The first 19 rows will contain NaN values because the rolling window needs a minimum of 20 data points. Filtering these rows can help keep the analysis consistent.
df = df.dropna(subset=["bb_middle"])Alternatively, Python libraries such as TA-Lib can calculate Bollinger Bands directly.
Step 4: Define a Mean-Reversion Signal Logic
A common educational example using Bollinger Bands is a mean-reversion strategy. The logic is:
- Hypothetical entry signal: When the closing price crosses below the lower Bollinger Band, this may be interpreted as a potential buy signal (the asset may be oversold relative to recent history).
- Hypothetical exit signal: When the closing price crosses above the upper Bollinger Band, this may be interpreted as a potential sell signal (the asset may be overbought relative to recent history).
This is a simplified hypothetical example for educational purposes only. It does not account for transaction costs, slippage, liquidity constraints, or changing market regimes.
def generate_signals(df):
"""
Generates buy/sell signals based on Bollinger Band crossovers.
Buy signal (1): Close crosses below lower band
Sell signal (-1): Close crosses above upper band
Hold (0): No signal
"""
df["signal"] = 0
df.loc[df["close"] < df["bb_lower"], "signal"] = 1 # Potential buy
df.loc[df["close"] > df["bb_upper"], "signal"] = -1 # Potential sell
return df
df = generate_signals(df)This produces a signal column where:
- 1 indicates a hypothetical buy condition
- -1 indicates a hypothetical sell condition
- 0 indicates no action
Some traders may refine this logic by requiring the price to not only touch but close below the band, or by adding a confirmation filter using a secondary indicator such as RSI.
Step 5: Backtest the Strategy
Backtesting applies the signal logic to historical data to evaluate how the strategy would have performed in the past. It is important to note that past hypothetical backtest results do not guarantee future returns, and actual results may vary.
A Simple Vectorized Backtest
The following code calculates hypothetical returns based on the generated signals:
import numpy as np
def backtest_strategy(df):
"""
Runs a vectorized backtest using signal-based position tracking.
This is a simplified model that does not account for
transaction costs, slippage, partial fills, or execution delays.
"""
# Forward-fill signals to maintain position until next signal
df["position"] = df["signal"].replace(0, np.nan).ffill().fillna(0)
# Calculate daily returns of the underlying asset
df["daily_return"] = df["close"].pct_change()
# Calculate strategy returns (position from previous day * today's return)
df["strategy_return"] = df["position"].shift(1) * df["daily_return"]
# Calculate cumulative returns
df["cumulative_market"] = (1 + df["daily_return"]).cumprod()
df["cumulative_strategy"] = (1 + df["strategy_return"]).cumprod()
return df
df = backtest_strategy(df)The following backtest is a simplified, hypothetical example provided for educational purposes only. It does not reflect actual trading and omits real-world factors such as transaction costs, liquidity constraints, slippage, execution delays, and changing market conditions. Results from this example should not be relied upon as indicative of future performance.
This approach:
- Forward-fills the signal so the position is held until the opposite signal appears.
- Shifts the position by one day to help reduce look-ahead bias (today's position is based on yesterday's signal).

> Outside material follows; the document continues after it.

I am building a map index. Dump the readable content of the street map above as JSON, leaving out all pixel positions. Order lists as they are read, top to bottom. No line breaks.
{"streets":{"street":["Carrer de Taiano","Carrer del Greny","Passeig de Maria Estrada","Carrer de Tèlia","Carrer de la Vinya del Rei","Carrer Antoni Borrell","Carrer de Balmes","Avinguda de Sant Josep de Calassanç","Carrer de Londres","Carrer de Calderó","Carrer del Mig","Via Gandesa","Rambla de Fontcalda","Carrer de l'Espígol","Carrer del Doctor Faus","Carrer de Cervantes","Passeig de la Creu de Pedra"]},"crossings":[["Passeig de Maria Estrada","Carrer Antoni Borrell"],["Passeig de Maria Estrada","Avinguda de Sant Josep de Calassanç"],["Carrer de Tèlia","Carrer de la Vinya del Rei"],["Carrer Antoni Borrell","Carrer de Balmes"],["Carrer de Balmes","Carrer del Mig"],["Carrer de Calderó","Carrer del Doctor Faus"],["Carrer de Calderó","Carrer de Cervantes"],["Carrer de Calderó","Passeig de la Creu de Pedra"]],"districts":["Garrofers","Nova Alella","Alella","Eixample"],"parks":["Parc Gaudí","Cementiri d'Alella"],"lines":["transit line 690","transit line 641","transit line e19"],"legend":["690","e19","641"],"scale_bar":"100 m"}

- Computes daily strategy returns as the product of position direction and daily asset return.
Evaluate Hypothetical Performance Metrics
def calculate_metrics(df):
"""
Calculates basic hypothetical performance metrics.
These are for educational comparison only.
"""
strategy_returns = df["strategy_return"].dropna()
total_return = df["cumulative_strategy"].iloc[-1] - 1
annualized_return = (1 + total_return) ** (252 / len(strategy_returns)) - 1
annualized_volatility = strategy_returns.std() * np.sqrt(252)
# Sharpe Ratio (assuming 0% risk-free rate for simplicity)
sharpe_ratio = annualized_return / annualized_volatility if annualized_volatility != 0 else 0
# Maximum drawdown
cumulative = (1 + strategy_returns).cumprod()
rolling_max = cumulative.cummax()
drawdown = (cumulative - rolling_max) / rolling_max
max_drawdown = drawdown.min()
num_trades = (df["signal"] != 0).sum()
return {
"Total Return": f"{total_return:.2%}",
"Annualized Return": f"{annualized_return:.2%}",
"Annualized Volatility": f"{annualized_volatility:.2%}",
"Sharpe Ratio": f"{sharpe_ratio:.2f}",
"Max Drawdown": f"{max_drawdown:.2%}",
"Number of Signals": num_trades
}
metrics = calculate_metrics(df)
for key, value in metrics.items():
print(f"{key}: {value}")These metrics (total return, Sharpe Ratio, max drawdown) are commonly used measures for evaluating hypothetical backtest results. They can be interpreted carefully, as backtests are inherently limited by the data period chosen, the assumptions made, and the absence of real execution dynamics.
For a more in-depth look at backtesting frameworks, Alpaca provides resources on backtesting with vectorbt and backtesting options strategies.
Step 6: Visualize the Results
Plotting the Bollinger Bands alongside price and signals provides a visual check of the strategy logic.
The chart and signal markers shown are based on the example’s hypothetical logic and are for illustration only. They do not represent actual trading signals or recommendations to buy or sell any security.
import matplotlib.pyplot as plt
def plot_bollinger_backtest(df, symbol="AAPL"):
"""
Plots price with Bollinger Bands and buy/sell signal markers.
"""
fig, (ax1, ax2) = plt.subplots(2, 1, figsize=(14, 10),
sharex=True,
gridspec_kw={"height_ratios": [3, 1]})
# Price and Bollinger Bands
ax1.plot(df["timestamp"], df["close"], label="Close", linewidth=1)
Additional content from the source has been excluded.